Gramophone Editor's Choice & DVD of the Month

Menotti's 1947 curtain-raiser about the girl who can't be torn away from the telephone makes an ideal opera for television. While soprano Carole Farley as Lucy gets three incoming calls -each presented as an aria- Russell Smyth as Ben tries to propose marriage. In the end, the only way he can get her attention is to go to the local diner and call her on a pay-phone. His look of bewildered exasperation as she gabbles on with her friends now seems very up-to-date. Who has not witnessed similar scenes, one half of a duo twiddling their thumbs as their partner natters on a mobile? The setting for Poulenc's monodrama is very well-detailed, suggesting the emptiness of the woman's life, the bottle of pills on the table, the bathroom door ajar. Sound and picture are excellent; José Serebrier and the SCO enter into all the light-heartedness of the Menotti, and hold back until the big orchestral climaxes in the Poulenc. I doubt if a better version of The Telephone will ever come along.

Patrick O'Connor / Gramophone


VAI has combined two "telephone operas", one a comedy, one a tragedy, into a winning package. Poulenc's monodrama is almost impossible to effectively stage and for the audience to fully appreciate in a theater, so delicate, so intimate is the opera. Filming the opera as a movie rather than filming a stage production provides the perfect way to see the opera. Within the first few seconds of the opera the visuals define the situation: love and death. By concentration on The Woman's face with the aid of the English subtitles one can become deeply involved with the drama. The camera rarely leaves The Woman's face. Carole Farley is stunning in the role. Her body language and specifically her facial acting are thoroughly human, emotionally gripping. The viewer can practically read The Woman's mind. Farley is excellently supported by Serebrier--a first-class collaborative effort.

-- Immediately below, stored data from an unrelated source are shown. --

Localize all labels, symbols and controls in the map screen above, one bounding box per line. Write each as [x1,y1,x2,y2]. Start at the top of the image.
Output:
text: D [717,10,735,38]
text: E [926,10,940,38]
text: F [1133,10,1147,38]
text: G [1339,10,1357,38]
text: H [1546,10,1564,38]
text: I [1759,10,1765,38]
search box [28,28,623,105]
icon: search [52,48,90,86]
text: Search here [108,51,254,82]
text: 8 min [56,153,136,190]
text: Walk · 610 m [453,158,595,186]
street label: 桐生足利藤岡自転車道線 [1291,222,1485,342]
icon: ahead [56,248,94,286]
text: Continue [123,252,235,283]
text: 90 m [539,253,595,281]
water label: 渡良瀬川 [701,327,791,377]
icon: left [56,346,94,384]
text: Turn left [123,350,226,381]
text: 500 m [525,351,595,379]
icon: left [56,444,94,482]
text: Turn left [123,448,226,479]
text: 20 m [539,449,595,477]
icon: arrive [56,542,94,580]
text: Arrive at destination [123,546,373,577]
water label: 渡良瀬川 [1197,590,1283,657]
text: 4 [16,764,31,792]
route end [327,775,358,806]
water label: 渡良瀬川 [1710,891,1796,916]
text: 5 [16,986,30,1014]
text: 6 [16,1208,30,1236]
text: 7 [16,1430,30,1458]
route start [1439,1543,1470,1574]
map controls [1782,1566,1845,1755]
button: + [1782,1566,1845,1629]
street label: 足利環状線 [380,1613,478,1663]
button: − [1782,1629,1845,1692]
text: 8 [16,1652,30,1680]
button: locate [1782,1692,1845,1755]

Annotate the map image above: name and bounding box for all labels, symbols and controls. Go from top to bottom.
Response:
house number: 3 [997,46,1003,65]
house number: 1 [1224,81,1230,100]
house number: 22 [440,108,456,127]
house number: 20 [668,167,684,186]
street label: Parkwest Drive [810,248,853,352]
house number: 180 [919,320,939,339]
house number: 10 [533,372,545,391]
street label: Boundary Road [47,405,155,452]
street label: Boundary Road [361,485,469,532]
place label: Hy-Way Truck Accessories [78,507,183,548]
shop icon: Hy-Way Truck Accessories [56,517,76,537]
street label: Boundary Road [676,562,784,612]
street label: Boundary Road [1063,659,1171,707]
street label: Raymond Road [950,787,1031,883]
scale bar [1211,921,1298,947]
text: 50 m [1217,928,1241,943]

Menotti's two- person comedy is also difficult to stage and appreciate in a theater. Here again, film is the perfect solution. Here one can easily sense the sunny, happy ambiance. Here too, Farley is magnificent. Topped with a crown of blond hair and wearing a gaudy dressing gown she careens through the setting, pacing back and forth, appropriately grabbing everything in sight, a busy-body in her own home. She sings every bit as well as in the Poulenc, with phenomenally clear diction. Serebrier again is right on with the accompaniment.

An outstanding production all around.